Ma dal punto di vista politico ed etico-politico le cose stanno in modo assai diverso, come dimostra, ad esempio, il fatto che Spinoza nel Trattato politico assuma proprio Machiavelli come uno dei suoi principali interlocutori sulla base di un riconoscimento che sotto la sua penna assume un valore eccezionale: «risulta che stava dalla parte della libertà».

Sul terreno storico è un problema affascinante sul quale occorrerebbe riflettere anche dal punto di vista del metodo: l’adesione ad ontologie diverse ed anche opposte visibile, in questo caso, sul piano della concezione della natura e della scienza non toglie e non ostacola, la convergenza su problemi etici e politici fondamentali. La mancata distinzione tra questi due livelli genera, però, una quantità di discussioni interessati, certo, sul piano storiografico, e ideologico; ma inconcludenti sul piano storico.

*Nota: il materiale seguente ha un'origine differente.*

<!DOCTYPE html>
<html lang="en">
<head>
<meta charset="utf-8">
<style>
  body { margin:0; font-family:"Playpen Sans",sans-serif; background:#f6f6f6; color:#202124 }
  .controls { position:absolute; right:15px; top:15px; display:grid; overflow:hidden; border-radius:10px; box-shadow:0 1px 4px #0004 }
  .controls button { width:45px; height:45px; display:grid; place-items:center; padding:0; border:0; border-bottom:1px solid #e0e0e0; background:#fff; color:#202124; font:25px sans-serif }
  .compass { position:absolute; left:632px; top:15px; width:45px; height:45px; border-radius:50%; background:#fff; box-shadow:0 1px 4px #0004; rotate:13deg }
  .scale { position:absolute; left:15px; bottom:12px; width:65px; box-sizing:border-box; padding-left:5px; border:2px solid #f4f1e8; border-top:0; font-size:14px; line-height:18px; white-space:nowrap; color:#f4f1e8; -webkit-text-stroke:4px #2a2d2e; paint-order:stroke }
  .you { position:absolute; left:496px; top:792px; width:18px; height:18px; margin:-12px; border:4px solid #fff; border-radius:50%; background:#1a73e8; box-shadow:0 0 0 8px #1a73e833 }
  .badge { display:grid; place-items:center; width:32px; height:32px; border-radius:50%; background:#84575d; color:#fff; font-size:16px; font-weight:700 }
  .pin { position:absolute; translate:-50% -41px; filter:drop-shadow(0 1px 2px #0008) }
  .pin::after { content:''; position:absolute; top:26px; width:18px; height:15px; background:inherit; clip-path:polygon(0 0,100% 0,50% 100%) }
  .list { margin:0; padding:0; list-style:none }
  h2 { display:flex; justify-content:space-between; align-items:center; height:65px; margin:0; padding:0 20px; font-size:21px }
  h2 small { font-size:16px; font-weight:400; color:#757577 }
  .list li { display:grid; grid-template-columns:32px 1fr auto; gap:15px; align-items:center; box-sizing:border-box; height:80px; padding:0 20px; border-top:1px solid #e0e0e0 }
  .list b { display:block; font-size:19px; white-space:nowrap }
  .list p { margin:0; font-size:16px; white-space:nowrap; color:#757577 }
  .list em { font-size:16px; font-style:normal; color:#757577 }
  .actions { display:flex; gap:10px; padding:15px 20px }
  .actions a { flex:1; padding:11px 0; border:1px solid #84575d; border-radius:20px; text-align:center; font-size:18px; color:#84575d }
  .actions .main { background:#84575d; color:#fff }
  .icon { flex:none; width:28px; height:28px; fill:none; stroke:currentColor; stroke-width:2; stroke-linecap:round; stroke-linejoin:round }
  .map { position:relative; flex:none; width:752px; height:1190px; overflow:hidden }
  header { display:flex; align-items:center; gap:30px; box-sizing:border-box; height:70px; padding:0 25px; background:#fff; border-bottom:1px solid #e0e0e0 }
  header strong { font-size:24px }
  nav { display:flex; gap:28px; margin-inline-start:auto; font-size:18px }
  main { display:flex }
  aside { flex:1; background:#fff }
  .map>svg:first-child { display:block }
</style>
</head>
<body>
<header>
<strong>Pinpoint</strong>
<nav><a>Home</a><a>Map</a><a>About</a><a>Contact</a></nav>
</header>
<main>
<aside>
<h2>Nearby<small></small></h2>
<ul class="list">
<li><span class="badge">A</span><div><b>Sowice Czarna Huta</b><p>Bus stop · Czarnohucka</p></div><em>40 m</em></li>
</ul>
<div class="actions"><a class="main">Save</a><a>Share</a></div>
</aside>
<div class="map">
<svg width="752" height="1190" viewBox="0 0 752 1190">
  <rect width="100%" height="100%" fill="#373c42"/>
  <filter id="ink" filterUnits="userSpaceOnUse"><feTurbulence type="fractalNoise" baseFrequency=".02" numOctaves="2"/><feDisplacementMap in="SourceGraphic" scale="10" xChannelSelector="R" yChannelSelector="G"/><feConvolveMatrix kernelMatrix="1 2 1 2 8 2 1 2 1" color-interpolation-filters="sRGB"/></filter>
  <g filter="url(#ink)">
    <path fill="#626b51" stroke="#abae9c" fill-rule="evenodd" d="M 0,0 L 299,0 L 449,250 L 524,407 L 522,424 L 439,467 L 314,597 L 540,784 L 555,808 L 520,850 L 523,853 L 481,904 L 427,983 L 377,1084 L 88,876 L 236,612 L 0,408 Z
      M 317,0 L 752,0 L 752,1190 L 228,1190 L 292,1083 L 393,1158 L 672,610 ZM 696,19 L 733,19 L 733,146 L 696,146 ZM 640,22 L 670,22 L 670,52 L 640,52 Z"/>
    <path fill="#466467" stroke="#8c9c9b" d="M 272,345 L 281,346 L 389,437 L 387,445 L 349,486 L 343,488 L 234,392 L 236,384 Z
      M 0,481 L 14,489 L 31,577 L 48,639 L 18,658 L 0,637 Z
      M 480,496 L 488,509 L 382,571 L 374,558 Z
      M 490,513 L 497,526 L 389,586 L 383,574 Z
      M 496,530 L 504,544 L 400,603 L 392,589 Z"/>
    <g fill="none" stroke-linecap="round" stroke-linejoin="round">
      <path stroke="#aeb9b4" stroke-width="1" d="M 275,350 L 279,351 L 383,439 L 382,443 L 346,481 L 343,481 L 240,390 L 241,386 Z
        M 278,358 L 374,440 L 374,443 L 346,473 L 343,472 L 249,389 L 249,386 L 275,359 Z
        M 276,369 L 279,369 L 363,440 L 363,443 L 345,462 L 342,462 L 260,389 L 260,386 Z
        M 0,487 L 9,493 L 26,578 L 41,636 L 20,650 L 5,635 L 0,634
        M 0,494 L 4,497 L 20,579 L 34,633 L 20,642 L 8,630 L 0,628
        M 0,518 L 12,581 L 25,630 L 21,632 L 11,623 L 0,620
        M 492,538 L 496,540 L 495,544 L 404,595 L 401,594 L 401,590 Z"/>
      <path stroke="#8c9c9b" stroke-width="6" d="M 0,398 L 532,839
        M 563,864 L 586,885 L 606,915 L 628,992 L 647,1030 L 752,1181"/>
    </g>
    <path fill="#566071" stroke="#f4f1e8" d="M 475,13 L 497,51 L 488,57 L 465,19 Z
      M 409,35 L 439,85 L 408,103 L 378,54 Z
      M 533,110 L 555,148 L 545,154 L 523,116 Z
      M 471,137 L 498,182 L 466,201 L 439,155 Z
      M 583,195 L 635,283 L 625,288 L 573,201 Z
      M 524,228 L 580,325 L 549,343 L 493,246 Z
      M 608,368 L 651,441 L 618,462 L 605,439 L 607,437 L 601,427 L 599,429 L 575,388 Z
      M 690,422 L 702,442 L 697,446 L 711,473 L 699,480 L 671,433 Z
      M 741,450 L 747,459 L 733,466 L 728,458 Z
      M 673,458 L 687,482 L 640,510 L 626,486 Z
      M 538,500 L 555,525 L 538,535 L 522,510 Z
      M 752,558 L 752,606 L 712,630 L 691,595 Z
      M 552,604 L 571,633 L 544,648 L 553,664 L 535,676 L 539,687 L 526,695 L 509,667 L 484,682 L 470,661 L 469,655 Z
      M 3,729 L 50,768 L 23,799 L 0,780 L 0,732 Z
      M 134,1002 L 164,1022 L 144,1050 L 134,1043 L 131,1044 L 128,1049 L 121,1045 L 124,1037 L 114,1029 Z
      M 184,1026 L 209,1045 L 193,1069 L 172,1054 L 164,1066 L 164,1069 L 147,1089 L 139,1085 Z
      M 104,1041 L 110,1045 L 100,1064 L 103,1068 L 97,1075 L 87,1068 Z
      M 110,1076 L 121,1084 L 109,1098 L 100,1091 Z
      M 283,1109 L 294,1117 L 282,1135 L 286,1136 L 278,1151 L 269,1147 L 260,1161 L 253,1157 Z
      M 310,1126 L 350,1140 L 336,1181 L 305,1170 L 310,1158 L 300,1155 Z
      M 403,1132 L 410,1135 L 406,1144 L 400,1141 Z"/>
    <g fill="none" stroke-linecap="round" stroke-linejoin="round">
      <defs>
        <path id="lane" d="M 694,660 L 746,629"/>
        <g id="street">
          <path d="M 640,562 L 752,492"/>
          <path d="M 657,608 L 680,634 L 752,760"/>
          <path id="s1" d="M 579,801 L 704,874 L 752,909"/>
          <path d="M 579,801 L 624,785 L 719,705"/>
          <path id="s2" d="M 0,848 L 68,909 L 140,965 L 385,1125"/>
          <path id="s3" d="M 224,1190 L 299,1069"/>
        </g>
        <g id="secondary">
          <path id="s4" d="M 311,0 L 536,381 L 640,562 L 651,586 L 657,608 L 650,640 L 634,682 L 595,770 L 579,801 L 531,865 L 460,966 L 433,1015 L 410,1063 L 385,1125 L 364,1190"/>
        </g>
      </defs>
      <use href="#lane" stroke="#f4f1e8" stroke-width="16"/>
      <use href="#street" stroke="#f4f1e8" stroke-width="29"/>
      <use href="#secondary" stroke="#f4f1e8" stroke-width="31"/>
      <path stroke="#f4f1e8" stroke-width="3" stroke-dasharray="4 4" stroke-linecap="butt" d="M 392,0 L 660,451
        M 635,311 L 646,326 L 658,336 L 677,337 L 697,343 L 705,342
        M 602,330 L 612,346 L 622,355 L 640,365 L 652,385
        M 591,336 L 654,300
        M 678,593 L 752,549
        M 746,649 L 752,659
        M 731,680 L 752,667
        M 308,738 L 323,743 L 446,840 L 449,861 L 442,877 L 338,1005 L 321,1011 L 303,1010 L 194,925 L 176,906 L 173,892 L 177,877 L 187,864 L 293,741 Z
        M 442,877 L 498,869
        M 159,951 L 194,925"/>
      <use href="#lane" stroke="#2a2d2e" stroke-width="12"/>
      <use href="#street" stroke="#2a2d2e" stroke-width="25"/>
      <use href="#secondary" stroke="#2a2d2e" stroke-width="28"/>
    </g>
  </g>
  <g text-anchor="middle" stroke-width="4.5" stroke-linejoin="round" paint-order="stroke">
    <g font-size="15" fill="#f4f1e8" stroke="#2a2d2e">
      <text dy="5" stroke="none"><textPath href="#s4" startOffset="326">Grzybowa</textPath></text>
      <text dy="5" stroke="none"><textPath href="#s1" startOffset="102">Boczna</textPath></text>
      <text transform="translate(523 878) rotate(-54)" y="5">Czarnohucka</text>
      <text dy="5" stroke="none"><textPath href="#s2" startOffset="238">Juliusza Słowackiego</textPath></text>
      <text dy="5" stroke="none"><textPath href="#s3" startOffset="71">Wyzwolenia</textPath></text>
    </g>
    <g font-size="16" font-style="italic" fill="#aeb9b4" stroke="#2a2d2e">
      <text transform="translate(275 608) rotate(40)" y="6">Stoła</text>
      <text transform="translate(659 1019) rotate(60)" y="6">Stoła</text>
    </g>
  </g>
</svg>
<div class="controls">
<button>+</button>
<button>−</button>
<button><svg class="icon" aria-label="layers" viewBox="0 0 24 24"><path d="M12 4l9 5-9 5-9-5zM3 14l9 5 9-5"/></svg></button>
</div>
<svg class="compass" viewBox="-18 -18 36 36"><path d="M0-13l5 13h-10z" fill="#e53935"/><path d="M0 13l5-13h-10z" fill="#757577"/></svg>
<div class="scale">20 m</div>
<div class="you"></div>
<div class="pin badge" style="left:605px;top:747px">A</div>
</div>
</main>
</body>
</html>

Questo, a mio parere, è oggi il compito della ricerca sul significato del Rinascimento nel «mondo moderno»: distinguere piani e livelli e riuscire a individuare nelle differenze, quando e dove ci siano, motivi ed elementi di affinità o convergenza, considerando come una «fonte», e solo in quanto tale, la «tradizione» costruita dai «moderni». I discorsi generali sono importanti e talvolta divertenti; ma rischiano spesso di essere generici, e perciò inutili sul piano storico, si intende.